I mentioned rescuing survivors: They fill up the seats in your train, and you drop them off at the major cities that appear between every few levels. They all have health and hunger meters. If the hunger meter goes down to nothing, their health will drop quickly; some of the survivors have bleeding wounds which means they hemorrhage health by the second. Food is a very limited resource which you can only scavenge a little bit of in the levels; medkits can be crafted but are also pretty scarce, and here’s the better use that they can be put to rather than healing yourself. You will lose passengers: You will find yourself in in a situation where you simply have no food or medkits, and they will keel over and die. Worse, the game will subtly make you choose between them. Each passenger gives you a different reward which is listed along with their health/hunger meters–at one point, I let a lady starve to death because all she offered was $20 when another passenger promise $150 and some ammo.
And while this is going on, certain devices on your train will overheat or malfunction, threatening everyone’s life, and God forbid you’ve got to fix something while a particularly lucrative passenger is bleeding to death.
While you’re traveling, and worrying about the welfare of your passengers, they’ll gossip among themselves, spread rumors about what’s going on, talk about the backstory–and this is something you physically cannot read all of: The passengers are in one compartment, with their dialogue presented in little boxes above their heads, and a lot of the things you need to do–fixing the devices, grabbing med kits–is on the other side of the train, meaning that you end up scrolling the passengers off the screen. And so you only end up getting bits and pieces of the conversation–you miss much of it. This puts the backstory in the “scraps of information” category, and every player will get a slightly different experience of it. It’s certainly possible to get a pretty good idea of what’s going on–of why there are Infected people running around trying to kill you, of what the governmental structure of the world is, of the philosophical state of things–but it’s just a sketch.

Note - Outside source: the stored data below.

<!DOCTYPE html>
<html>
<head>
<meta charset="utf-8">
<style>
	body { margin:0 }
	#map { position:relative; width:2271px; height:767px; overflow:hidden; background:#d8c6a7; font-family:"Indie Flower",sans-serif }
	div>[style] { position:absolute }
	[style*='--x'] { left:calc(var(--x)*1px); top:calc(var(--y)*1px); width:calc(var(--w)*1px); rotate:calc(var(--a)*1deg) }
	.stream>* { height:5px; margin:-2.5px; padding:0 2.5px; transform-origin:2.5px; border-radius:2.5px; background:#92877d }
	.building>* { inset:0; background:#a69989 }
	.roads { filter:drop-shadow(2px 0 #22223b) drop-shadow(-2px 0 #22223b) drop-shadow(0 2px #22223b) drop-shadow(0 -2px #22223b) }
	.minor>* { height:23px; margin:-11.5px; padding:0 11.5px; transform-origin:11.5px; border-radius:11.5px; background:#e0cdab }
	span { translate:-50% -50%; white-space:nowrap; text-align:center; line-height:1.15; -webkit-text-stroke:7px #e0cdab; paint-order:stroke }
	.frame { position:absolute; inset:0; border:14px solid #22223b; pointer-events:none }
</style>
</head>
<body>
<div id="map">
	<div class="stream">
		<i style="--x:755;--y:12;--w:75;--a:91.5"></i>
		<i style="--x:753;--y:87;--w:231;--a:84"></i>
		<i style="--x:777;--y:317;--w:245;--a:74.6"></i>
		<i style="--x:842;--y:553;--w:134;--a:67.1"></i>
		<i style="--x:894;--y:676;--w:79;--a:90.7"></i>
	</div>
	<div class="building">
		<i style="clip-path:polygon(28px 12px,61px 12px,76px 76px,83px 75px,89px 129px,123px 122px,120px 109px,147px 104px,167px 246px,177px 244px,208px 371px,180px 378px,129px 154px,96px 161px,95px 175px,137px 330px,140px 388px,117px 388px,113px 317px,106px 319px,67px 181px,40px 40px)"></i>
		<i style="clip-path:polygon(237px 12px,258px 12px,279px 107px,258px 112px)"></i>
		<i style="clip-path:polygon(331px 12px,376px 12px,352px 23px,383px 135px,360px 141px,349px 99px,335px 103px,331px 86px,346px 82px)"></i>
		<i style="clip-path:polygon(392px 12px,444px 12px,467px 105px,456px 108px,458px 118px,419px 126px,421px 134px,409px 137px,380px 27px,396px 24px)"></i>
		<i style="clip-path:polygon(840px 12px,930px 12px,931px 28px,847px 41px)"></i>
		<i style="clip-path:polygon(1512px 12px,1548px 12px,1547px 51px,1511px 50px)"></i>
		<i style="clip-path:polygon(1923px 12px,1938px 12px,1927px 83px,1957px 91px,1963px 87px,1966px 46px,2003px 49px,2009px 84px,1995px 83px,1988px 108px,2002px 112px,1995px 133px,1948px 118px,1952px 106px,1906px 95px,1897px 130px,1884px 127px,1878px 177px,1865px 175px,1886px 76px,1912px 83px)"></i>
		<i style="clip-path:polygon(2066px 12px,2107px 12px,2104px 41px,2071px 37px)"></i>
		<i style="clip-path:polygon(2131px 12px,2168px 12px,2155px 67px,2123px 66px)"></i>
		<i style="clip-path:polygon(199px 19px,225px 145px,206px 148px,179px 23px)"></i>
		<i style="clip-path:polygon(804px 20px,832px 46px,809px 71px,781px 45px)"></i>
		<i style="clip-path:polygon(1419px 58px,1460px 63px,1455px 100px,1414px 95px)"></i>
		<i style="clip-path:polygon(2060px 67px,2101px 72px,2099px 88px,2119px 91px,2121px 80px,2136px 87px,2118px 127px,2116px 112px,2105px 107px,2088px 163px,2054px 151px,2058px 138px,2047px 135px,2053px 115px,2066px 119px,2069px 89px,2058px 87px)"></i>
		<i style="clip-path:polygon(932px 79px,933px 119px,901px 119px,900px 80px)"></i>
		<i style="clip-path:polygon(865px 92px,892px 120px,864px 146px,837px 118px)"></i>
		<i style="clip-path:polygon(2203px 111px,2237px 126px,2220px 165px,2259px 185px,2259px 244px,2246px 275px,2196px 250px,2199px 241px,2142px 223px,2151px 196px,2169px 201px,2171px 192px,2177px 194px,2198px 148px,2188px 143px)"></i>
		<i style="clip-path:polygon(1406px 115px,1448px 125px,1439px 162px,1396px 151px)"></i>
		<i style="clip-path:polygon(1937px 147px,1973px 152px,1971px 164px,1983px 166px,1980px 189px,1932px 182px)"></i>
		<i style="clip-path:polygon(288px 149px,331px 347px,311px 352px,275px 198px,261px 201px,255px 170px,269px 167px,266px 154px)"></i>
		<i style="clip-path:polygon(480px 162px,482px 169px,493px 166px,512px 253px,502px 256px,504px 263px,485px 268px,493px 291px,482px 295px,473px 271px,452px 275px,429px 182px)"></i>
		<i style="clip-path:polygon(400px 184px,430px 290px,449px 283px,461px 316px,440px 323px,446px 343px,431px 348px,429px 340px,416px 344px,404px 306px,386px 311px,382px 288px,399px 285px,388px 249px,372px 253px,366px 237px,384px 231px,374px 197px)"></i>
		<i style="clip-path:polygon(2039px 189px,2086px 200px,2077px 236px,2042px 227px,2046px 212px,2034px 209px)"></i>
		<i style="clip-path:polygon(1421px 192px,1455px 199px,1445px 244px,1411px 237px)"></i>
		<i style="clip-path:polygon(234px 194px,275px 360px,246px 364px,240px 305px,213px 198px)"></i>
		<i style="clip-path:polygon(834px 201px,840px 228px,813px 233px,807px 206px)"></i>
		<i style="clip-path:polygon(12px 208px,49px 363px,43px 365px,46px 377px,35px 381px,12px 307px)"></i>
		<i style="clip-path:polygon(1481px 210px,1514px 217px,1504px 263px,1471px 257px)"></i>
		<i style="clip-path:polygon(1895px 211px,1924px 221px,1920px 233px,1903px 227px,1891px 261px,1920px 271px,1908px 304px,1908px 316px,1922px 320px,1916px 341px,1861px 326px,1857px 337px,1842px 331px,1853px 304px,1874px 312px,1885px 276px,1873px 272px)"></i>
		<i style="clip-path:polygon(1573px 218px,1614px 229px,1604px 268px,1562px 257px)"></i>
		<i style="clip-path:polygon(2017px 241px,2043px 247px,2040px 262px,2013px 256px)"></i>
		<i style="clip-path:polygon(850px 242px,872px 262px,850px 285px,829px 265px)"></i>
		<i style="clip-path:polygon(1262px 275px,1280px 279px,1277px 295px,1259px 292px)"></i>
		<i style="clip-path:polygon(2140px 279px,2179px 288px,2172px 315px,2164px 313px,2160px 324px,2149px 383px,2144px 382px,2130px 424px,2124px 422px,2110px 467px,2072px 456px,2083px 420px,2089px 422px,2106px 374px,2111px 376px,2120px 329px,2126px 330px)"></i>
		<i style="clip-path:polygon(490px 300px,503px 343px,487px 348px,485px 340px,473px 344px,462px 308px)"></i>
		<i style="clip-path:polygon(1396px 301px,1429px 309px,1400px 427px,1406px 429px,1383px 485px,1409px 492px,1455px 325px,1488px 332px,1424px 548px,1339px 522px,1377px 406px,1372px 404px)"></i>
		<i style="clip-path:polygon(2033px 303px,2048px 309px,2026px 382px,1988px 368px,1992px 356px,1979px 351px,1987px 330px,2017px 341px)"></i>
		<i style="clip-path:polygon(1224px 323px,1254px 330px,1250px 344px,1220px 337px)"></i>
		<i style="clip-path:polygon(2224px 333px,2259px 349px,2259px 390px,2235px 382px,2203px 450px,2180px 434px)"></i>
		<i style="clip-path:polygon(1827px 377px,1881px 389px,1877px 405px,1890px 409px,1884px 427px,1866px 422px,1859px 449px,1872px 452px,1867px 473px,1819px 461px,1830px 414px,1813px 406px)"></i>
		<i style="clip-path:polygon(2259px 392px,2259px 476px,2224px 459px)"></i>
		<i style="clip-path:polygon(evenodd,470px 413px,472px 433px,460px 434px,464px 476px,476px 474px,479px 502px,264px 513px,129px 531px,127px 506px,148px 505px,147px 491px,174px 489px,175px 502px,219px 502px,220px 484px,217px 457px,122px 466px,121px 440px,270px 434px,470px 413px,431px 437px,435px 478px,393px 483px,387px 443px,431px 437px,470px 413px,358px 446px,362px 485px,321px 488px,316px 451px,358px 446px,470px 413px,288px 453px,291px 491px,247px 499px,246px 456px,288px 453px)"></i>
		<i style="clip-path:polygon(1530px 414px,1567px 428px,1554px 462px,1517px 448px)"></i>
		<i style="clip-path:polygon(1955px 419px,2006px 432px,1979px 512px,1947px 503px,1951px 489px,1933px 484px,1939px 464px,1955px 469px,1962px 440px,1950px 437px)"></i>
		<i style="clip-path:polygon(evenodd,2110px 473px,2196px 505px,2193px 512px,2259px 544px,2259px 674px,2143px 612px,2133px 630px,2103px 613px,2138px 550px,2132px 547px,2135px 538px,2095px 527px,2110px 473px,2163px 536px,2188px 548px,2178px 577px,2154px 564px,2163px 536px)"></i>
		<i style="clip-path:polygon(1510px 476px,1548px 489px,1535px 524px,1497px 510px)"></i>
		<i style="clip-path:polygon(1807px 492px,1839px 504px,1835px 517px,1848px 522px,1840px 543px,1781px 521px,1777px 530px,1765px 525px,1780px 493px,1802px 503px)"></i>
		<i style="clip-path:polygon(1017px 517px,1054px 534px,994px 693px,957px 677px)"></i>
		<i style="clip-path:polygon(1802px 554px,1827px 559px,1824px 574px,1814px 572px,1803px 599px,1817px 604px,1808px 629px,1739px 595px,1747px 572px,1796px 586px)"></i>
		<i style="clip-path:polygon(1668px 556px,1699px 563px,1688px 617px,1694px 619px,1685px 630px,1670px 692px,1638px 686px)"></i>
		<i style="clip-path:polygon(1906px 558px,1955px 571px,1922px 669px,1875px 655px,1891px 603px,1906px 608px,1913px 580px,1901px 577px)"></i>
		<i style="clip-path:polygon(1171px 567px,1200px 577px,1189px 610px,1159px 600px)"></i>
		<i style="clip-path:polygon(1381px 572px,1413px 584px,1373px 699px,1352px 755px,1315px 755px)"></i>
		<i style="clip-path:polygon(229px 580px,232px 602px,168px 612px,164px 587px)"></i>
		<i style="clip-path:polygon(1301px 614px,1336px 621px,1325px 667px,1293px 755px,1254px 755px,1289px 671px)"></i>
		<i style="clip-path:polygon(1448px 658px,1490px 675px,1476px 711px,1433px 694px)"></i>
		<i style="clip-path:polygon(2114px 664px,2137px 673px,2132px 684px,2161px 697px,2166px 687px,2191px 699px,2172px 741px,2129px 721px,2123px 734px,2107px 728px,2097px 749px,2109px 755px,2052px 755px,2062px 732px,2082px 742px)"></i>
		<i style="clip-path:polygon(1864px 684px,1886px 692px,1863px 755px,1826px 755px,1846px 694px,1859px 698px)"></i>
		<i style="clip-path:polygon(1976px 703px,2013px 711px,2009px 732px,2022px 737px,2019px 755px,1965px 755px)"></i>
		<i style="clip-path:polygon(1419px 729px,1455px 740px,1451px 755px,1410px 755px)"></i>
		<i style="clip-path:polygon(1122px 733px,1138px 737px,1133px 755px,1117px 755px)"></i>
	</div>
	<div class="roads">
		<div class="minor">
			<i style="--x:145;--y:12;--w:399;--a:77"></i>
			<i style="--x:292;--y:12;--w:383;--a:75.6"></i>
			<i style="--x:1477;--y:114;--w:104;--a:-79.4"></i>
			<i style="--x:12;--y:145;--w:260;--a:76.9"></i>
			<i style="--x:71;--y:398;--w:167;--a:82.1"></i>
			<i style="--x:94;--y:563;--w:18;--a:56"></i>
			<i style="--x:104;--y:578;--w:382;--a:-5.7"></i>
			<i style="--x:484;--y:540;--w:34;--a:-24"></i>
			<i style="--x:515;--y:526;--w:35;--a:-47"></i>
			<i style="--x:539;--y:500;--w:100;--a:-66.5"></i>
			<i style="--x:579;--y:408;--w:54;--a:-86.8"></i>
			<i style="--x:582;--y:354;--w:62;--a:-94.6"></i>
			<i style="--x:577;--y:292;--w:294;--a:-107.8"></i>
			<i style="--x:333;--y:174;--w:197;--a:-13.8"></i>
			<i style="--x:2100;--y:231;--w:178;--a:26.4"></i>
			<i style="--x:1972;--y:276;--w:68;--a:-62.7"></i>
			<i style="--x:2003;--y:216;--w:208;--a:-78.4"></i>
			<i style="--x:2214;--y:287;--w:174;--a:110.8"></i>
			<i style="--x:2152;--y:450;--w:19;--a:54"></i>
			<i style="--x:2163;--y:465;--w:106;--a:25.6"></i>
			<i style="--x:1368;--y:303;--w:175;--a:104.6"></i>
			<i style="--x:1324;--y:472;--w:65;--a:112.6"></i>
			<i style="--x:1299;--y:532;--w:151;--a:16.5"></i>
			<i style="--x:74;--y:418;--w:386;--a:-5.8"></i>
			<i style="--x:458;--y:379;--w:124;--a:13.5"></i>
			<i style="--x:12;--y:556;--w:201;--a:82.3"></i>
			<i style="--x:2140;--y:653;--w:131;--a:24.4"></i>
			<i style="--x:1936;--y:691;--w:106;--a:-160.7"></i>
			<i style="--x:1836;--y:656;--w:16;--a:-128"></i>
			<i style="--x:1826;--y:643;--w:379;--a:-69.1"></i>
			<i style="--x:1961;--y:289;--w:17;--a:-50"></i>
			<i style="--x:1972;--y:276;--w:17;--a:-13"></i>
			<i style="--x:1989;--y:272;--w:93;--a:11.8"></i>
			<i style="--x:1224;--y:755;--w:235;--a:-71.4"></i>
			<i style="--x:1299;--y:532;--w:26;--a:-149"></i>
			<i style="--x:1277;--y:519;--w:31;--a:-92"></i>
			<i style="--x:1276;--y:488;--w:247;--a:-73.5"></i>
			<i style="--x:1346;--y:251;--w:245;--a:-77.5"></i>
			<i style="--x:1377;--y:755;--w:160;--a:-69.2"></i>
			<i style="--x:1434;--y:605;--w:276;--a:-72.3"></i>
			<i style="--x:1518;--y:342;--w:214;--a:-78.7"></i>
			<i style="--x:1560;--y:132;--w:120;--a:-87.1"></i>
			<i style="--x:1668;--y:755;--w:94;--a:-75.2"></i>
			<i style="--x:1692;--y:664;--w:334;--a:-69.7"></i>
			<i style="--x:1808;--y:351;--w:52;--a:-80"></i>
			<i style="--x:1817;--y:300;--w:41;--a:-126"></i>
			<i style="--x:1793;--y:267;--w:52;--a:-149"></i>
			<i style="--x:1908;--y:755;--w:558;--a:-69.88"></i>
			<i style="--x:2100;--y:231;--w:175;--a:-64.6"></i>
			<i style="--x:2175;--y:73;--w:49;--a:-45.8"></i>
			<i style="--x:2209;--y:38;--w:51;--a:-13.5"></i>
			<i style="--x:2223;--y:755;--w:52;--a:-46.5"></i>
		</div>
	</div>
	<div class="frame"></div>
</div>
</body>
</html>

That’s par for the course with a zombie story. The reason for the dead rising is often pretty irrelevant, and anyway, the people who are capable of figuring it out are often either dead themselves or unable to communicate with the rest of the world because infrastructure has crumbled. What’s more important is how humanity reacts to this threat–the kinds of communities that form from it. It’s easy to put zombie stories into a very conservative theme–that only your little tribe is the good guys, that everybody else is a bunch of bandits that are looking to smash your paradise and let the chaos of the world in, that society is a thin veneer and that we’re incapable of banding together in the face of a larger threat, that we’ve just got to horde our guns because when the race war happens, you can only trust your family. The Final Station, conversely, places much of its blame, as far as I can tell, on a ruling elite interested in screwing over everybody else for its own benefit. That’s a theme I feel more comfortable with–while it’s no less cynical, it fits closer to my own worldview. After all, I’m much more afraid of the President than I am of black people.